Maybe working with subproccesses is what you need? You can try something like:

import subprocess

subprocess.call(func1())

Answer 3

I think the problem is in the POST method, that you prescribed. Also 100 seconds sleep time too long :)

def func1():
    print("Print function executed1")
    time.sleep(10)
    print("Print function executed2")

app = Flask(__name__)

@app.route("/first")
def main():
    print("Request received1")
    func1()
    print("Request received2")
    return json.dumps({"status": True})

if __name__ == "__main__":
    app.run("0.0.0.0", 8080)

Output:

Request received1
Print function executed1
Print function executed2
Request received2

Answer 4

After receiving/executing a request for function 1, you can set/reset a global status flag/variable(e.g. flag_func_1 = True:Request Received ; False:Request Executed).

You can monitor the value of the flag_func_1 and can return {"status": True}immediately after setting flag.

Ex: inside main function you can do something like :

if(flag_func_1 == True):
  func_1()
  flag_func1 = False

Answer 5

Warning, this is not a robust solution. You should look into distributed queues to persist these requests (for example: RabbitMQ, Kafka, Redis)

That being said... You can use a thread to start the function.

from threading import Thread

@app.route("/first", methods=["GET"])
def main():
    print("Request received")
    Thread(target=func1, args=()).start()
    return json.dumps({"status": True})

Answer 6

If you need flask to return a response before starting your func1(), you should checkout this answer which provides a details about necessary workings of flask.

Otherwise, you can use threading or multiprocessing:

from threading import Thread
from multiprocessing import Process #and multiprocessing queue if you use this
import queue #for passing messages between main and func1

message_queue = queue.Queue()
@app.route("/first", methods=["GET"])
def main():
    print("Request received")
    func_thread = Thread(target=func1, args=(), daemon=True).start() #daemon if it needs to die with main program, otherwise daemon=False
    #or func_process = Process(...) #in case

    return json.dumps({"status": True})

def func1():
    ...
    print("func 1 ")
    message_queue.put(...) #if you need to pass something
    message_queue.get(...) #to get something like stopping signal
    return

Answer 7

I think the simplest way to do what you're asking is to use the library, multiprocessing.

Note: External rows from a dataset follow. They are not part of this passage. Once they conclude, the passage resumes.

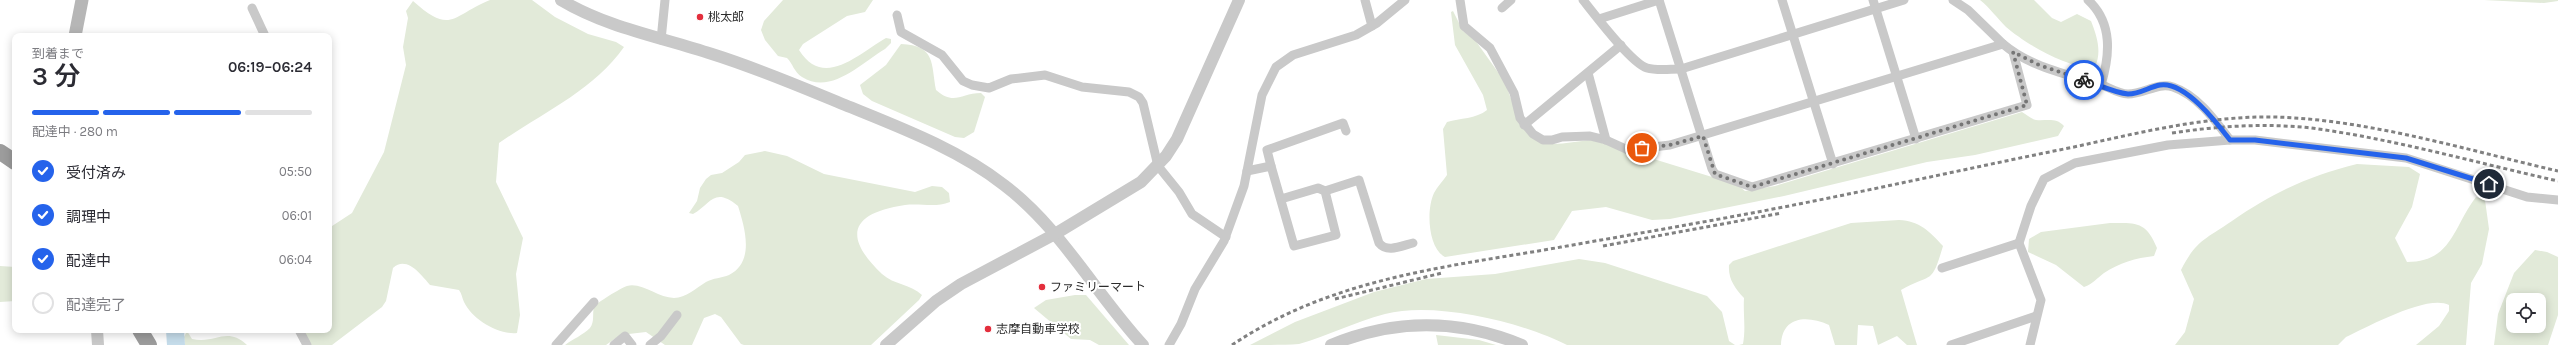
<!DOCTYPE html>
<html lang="ja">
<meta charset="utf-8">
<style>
:root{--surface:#fff;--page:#f2f2f3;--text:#2b2b33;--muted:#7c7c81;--line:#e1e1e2;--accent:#2563eb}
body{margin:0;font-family:Karla,"Noto Sans JP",sans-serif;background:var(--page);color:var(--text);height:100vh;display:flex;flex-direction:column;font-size:15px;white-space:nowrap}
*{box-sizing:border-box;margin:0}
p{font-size:13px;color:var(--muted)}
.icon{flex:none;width:22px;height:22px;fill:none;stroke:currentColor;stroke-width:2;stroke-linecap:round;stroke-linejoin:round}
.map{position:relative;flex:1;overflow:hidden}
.details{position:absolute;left:12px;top:33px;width:320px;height:300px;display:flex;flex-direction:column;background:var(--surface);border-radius:8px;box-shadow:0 2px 10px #0003}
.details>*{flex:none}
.tools{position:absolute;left:2506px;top:293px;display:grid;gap:8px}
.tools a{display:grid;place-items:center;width:40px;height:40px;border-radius:8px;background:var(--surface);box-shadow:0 2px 10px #0003;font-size:20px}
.pin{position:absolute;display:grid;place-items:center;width:34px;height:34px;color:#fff;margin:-17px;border:2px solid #fff;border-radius:50%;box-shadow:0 1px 4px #0007}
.courier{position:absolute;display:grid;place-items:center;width:40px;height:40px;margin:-20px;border:3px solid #2563eb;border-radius:50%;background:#fff;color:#222;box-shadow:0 1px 5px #0007}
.overview em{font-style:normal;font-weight:600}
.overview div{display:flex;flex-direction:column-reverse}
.overview{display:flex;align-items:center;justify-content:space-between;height:68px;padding:0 20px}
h1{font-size:26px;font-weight:600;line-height:30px}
.bar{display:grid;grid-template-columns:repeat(4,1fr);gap:6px 4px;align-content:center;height:48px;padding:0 20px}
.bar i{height:5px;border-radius:3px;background:var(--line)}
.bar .active{background:var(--accent)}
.bar p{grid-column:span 4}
ol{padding:0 20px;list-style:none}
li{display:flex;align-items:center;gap:12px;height:44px}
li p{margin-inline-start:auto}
li .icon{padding:4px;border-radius:50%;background:var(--accent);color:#fff;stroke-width:4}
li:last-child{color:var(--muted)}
li i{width:22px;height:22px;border:2px solid var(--line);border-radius:50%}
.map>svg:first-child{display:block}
.green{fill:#e2ead9;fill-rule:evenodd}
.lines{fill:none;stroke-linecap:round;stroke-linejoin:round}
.river{stroke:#c5dcea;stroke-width:18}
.minor{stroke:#c9c9c9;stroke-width:9}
.tertiary{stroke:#c9c9c9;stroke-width:12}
.secondary{stroke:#b6b6b6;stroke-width:13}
.trunk{stroke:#9c9c9c;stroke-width:16}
.rail{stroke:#818181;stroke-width:3;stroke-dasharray:4 3;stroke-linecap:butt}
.done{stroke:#767676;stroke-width:4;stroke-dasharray:0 7.2}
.route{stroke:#2563eb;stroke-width:5}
.poi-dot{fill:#e32e3c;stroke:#fff;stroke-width:1.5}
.labels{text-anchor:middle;stroke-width:4;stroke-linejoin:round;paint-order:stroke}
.poi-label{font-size:12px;fill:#2c2c2c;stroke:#fff;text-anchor:start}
</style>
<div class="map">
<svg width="2558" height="345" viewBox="0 0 2558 345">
<rect width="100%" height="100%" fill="#fff"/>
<g class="green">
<path d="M490,0H532L555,17L588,34L616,42L624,47C593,91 542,113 499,143L496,182L523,238L516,274L520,315L517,333C498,335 472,319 464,302C462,298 462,294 459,290L430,285C422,276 407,255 393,268L386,301L382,307L332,345H311L303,330H329V228L352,213L384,152L406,65L403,47L408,18L406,11L413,1C452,36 452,15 490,0Z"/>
<path d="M783,0H873L865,12L847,16L803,44L799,50C824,90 859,53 886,38L891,39V43L885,49C860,64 831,95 802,77C794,72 793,64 787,58L778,56L765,40L761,30L764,21Z"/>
<path d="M1980,0H2034L2052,18L2061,22L2077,14L2091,21C2097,36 2102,52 2095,67C2068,69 2026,44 2006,27C1997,18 1990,8 1980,0Z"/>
<path d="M2484,0H2558V1L2544,3Z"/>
<path d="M1453,11L1463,31L1475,40L1505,82L1516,113L1542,143C1558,146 1575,141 1592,140L1738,185L1745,191L1775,186L2022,112C2026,114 2031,119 2036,120C2047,121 2056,117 2064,126L2058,136L1975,155L1927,162L1784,196L1670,219L1652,220L1606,207L1572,211L1554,240L1445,257C1428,248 1426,210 1434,193C1437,187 1443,181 1447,175L1443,129L1447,122C1460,118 1476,119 1487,110L1483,95L1455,45L1451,12Z"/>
<path d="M901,44C936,45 931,64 936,90C954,106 961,93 981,93L985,97L974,132L964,138L955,137L872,101L863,94L860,85L886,65Z"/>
<path d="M765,151L787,156L824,174L915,192L932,186L942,187L949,193L950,202C935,208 921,203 905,205C851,213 842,236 882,274C894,285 911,284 922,295L919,300L871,345H744L741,344L721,317L715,314L704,318L692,345H665L646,332L620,335L606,345H565C573,339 583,335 590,328C595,321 592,314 594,307C596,303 621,288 627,286C642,282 658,298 674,298C686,298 696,288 706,282C713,278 722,278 729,275C755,262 745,228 738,206C714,186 711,204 693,214L689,213L697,201L700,188L706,179L711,175L722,173L739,162L745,155Z"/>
<path d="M2357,164L2409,167L2420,174L2412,207L2395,238L2407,262C2452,262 2453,227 2476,197L2485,200L2489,229L2482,264L2471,283L2466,345H2416L2439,326L2449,311V305C2427,294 2368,327 2346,337L2338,345H2175L2185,332L2194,299L2181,270C2196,240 2206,239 2232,221C2274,192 2309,176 2357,164Z"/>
<path d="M1899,220C1920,221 1929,231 1943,246C1931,287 1932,272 1901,290L1917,345H1907L1897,336L1878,345L1873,326L1858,325L1857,345H1835L1829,325C1807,315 1782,316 1781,345H1739L1743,344C1746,328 1743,314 1744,298C1735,288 1728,279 1729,265L1733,261L1851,223Z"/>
<path d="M2110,223C2136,223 2146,221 2157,248L2154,256C2136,258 2119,263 2104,273C2097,278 2093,284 2084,287L2056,265L2028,252L2029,239L2041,232Z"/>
<path d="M2535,250L2547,252L2558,257V315L2548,345H2494L2498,314L2514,273ZM2513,300H2539V326H2513Z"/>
<path d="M1579,259L1605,263L1707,296L1722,312L1729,341L1735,345H1567C1522,322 1435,301 1385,314C1354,322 1328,336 1299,344C1285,345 1265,345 1250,345L1295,322L1374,292L1426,279L1495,274Z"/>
<path d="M0,266L15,267V301L0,302Z"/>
<path d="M1075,295H1086L1129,345H1099L1090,340L1071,339L1034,308L1046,300Z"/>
<path d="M187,331L192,339C217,344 226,326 247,345H185L184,337Z"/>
<path d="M1436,335L1479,340L1496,345H1438Z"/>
</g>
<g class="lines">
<path class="river" d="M175,330L176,345"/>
<g class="minor">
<path d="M1365,0L1372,26"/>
<path d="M1460,0L1464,26L1490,48L1514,93L1520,118L1533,134L1543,140H1552L1562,137L1590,136L1606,140L1628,150L1670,145L2003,44C2030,67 2066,74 2100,84C2108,87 2119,94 2128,94C2144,94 2158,82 2173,87C2197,95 2215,120 2230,140"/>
<path d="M1583,0C1595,15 1631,63 1647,68C1657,71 1670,69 1681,69L1904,0"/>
<path d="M1659,0L1712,169L1715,174L1752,187L2027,105L2013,52"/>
<path d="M1782,0L1833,164"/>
<path d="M1873,0L1916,139"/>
<path d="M1953,0L1968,10L2003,44"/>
<path d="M2088,0C2113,23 2110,55 2101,85"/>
<path d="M252,8L265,36"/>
<path d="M1502,8L1511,0"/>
<path d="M897,15L901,32L942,55L963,81L972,85L989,88L1011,79L1045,75L1082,87L1129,92L1139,97L1143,103L1158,166L1179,192L1192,214L1226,237"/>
<path d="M1599,19L1659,0"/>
<path d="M661,40L665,0"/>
<path d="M1588,73L1606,140"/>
<path d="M1524,125L1621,45"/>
<path d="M1271,166L1267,150L1343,123L1346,131"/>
<path d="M1247,171L1271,166L1294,246L1336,235L1325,191L1318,188L1281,199"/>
<path d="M1325,191L1359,180L1379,243C1387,253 1401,246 1413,243"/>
<path d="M1942,268L2019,243"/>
<path d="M299,330L307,345"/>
<path d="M556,345L594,302"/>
<path d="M614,345L625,336L632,345"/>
<path d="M650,345L661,336L677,315"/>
<path d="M1169,345L1181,324L1195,289L1224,241L1244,186L1262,95L1276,67L1293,55L1356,35L1377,23L1405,0"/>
<path d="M1951,345L2036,316"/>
<path d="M2030,345L2041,300L2019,243L2031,206L2044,179L2075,163L2168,145L2230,140H2255L2406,158L2527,197L2558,200"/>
</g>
<g class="tertiary">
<path d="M561,0C608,28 661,37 712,54C757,68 801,87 845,105C899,127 958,149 1004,185C1061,228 1095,293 1143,345"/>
<path d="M97,330L98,345"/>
<path d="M886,345L936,301L961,284L1055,234L1141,182L1166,156L1177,139L1239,0"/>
<path d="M1331,345C1394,319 1459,319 1522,345"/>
</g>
<path class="secondary" d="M75,36L82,0"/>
<g class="trunk">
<path d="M0,152L15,162"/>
<path d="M140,330L149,345"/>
</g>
<g class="rail">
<path d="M2172,133C2218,126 2265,123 2311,128C2394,139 2477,163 2558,181"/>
<path d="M1603,246L1782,213"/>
<path d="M1335,299L1442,273"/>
<path d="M1232,345C1329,280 1438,268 1550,249C1640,233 1730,218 1819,200C1904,183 1989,164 2074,147C2133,134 2194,119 2256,117C2354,115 2462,149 2558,171"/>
</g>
</g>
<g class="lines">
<path class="done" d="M1642,148L1670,145L1703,136L1715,174L1752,187L2027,105L2013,52L2039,65L2084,80"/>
<path class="route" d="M2084,80C2097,84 2114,93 2128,94C2140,94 2149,87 2160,85C2185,81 2217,123 2230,140H2255L2406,158L2489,184"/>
</g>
<g class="poi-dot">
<circle cx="700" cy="17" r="4"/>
<circle cx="1042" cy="287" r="4"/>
<circle cx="988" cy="329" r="4"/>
</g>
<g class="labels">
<g class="poi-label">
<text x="708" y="21">桃太郎</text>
<text x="1050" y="291">ファミリーマート</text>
<text x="996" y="333">志摩自動車学校</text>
</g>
</g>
</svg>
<div class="tools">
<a><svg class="icon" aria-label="locate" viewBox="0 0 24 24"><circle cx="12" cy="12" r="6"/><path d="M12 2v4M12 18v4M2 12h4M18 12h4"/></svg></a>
</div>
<div class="pin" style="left:1642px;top:148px;background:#ea580c"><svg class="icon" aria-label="bag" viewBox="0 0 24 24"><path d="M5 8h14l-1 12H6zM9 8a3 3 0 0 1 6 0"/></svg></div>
<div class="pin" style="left:2489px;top:184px;background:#1f2937"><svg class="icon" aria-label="home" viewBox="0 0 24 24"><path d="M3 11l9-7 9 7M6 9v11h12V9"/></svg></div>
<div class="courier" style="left:2084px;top:80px"><svg class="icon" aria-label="bike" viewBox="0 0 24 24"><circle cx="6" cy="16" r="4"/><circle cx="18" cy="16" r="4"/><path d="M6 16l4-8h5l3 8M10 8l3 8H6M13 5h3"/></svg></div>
<section class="details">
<div class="overview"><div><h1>3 分</h1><p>到着まで</p></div><em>06:19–06:24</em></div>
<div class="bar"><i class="active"></i><i class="active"></i><i class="active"></i><i></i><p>配達中 · 280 m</p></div>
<ol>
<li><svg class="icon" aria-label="check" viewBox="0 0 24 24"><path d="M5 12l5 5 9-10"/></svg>受付済み<p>05:50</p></li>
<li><svg class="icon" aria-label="check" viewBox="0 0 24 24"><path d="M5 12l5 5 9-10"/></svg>調理中<p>06:01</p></li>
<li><svg class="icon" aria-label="check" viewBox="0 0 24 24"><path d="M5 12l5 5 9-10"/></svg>配達中<p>06:04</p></li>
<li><i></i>配達完了</li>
</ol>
</section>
</div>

def run_together(*functions):
    processes = []
    for function in functions:
        process = Process(target=function)
        process.start()
        processes.append(process)
    for process in processes:
        process.join()

@app.route("/first", methods=["POST"])
def main():
    print("Request received")

    return run_together(func1, func2)

def func1():
    time.sleep(100)
    print("Print function executed")

def func2():
    return json.dumps({"status": True})

I wrote a rough code, I haven't tested it yet. But I hope it helps, cheerio!